Желябов сейчас же ушёл. Вера осталась у Перовской. Смутно и тяжело было у неё на душе. Ей казалось, что она сделала нечто ужасно подлое. Но когда продумывала про себя, приходила к заключению, что она сказала то, что она должна была сказать. На доверие она ответила доверием.
V
Сходка офицеров была назначена у Суханова, в Кронштадте. Место тихое и глухое. Крепость, тщательно охраняемая от постороннего глаза. Везде часовые, патрули, людей мало, шпиков нет. Собралось человек десять, преимущественно морских офицеров. Было три артиллериста. Самым старым среди собравшихся был штабс-капитан Дегаев, проходивший курс артиллерийской академии, самыми младшими – желторотые, молоко на губах не обсохло – гардемарины Лавров, Буланов и Вырубов. Все были как-то торжественно настроены.

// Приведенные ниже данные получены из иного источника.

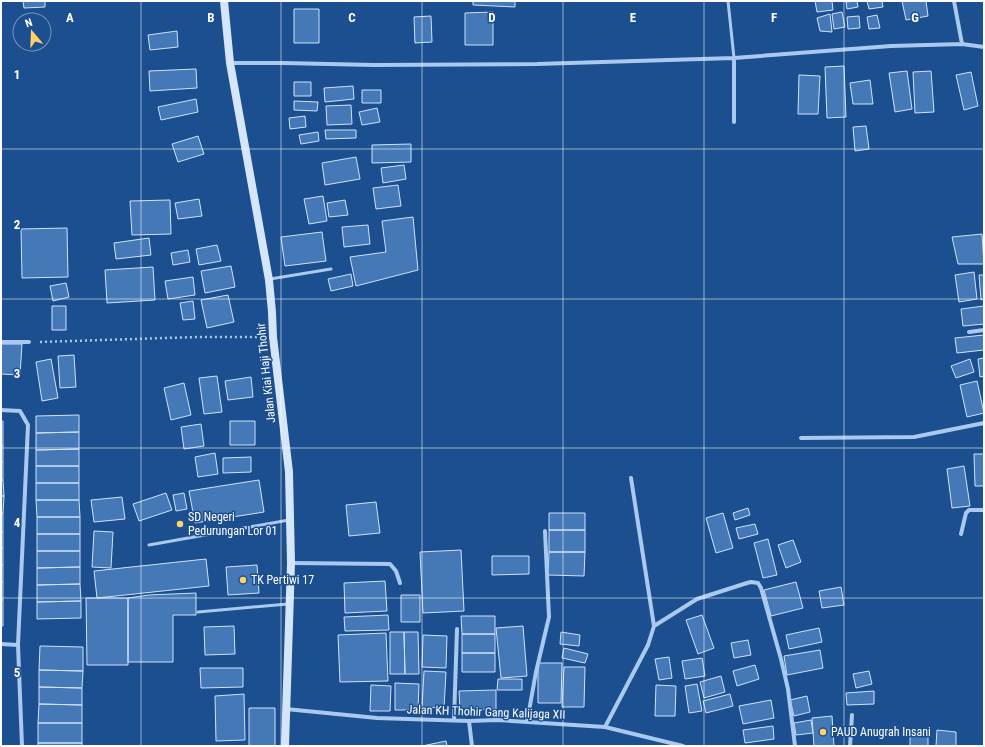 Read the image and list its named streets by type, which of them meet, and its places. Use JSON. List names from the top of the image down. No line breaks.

Когда приглашённые были в сборе, Суханов вышел в соседнюю комнату и пригласил из неё двух штатских. Оба были вполне прилично одеты, в длинных чёрных сюртуках, с шарфами на шее. Один был высокого роста, с тёмной бородой и тёмными глазами, похожий на зажиточного крестьянина или купца, другой был невысокий, с лицом, заросшим густо чёрною бородой, и с длинными, обезьяньими руками.
– Господа, – сказал Суханов, – позвольте представить вам – товарищ Андрей… Товарищ Глеб…

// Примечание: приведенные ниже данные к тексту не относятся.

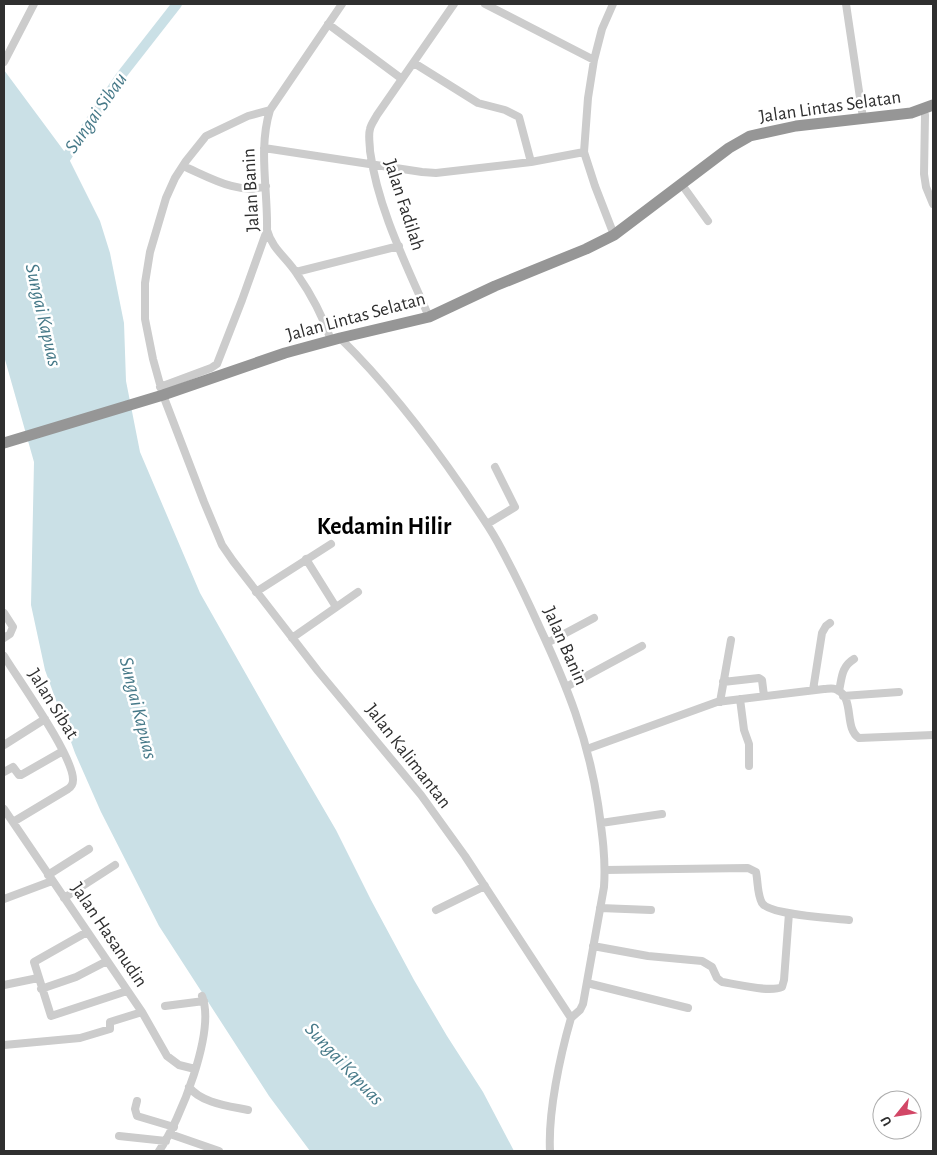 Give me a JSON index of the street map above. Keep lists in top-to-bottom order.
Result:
{
  "streets": {
    "highway": ["Jalan Lintas Selatan"],
    "street": [
      "Jalan Banin",
      "Jalan Fadilah",
      "Jalan Sibat",
      "Jalan Kalimantan",
      "Jalan Hasanudin"
    ]
  },
  "crossings": [
    ["Jalan Lintas Selatan", "Jalan Banin"],
    ["Jalan Lintas Selatan", "Jalan Fadilah"],
    ["Jalan Lintas Selatan", "Jalan Kalimantan"],
    ["Jalan Banin", "Jalan Kalimantan"],
    ["Jalan Sibat", "Jalan Hasanudin"]
  ],
  "districts": ["Kedamin Hilir"],
  "water": ["Sungai Sibau", "Sungai Kapuas"],
  "north": "bottom left"
}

Офицеры поклонились. Никто не здоровался за руку. Кое-кто после представления сел. Все с любопытством разглядывали пришедших. Разговор не вязался.
– Вы через Ораниенбаум ехали? – спросил лейтенант Серебряков, присматриваясь к обоим штатским и стараясь угадать, который из них член исполнительного комитета партии «Народной воли».
– Да, через Ораниенбаум. На «Луче», – ответил маленький– он тоже был членом исполнительного комитета – звали его Колодкевич.
– Да, так проще, пароходы чаще ходят.
– Им, к морю непривычным, так спокойнее. Залив теперь бушует, как океан, – сказал один из гардемаринов.
– Я на Чёрном море бывал, – сказал товарищ Андрей. – С матросами на рыбную ловлю ходил. Я качки не боюсь.
Пустячный разговор то начинался, то затихал, как пламя только что зажжённого, но не разгоревшегося костра. Суханов прервал его, сказав:
– Господа, эта комната имеет две капитальные стены. Две другие ведут в мою квартиру – там никого нет. Мой вестовой – татарин, ни слова не понимающий по-русски. Нескромных ушей нам бояться не приходится. Приступим к делу.
Обернувшись к высокому штатскому, он добавил:
– Ну, Андрей, начинай!
Высокий отошёл в угол комнаты и там встал, опустив голову.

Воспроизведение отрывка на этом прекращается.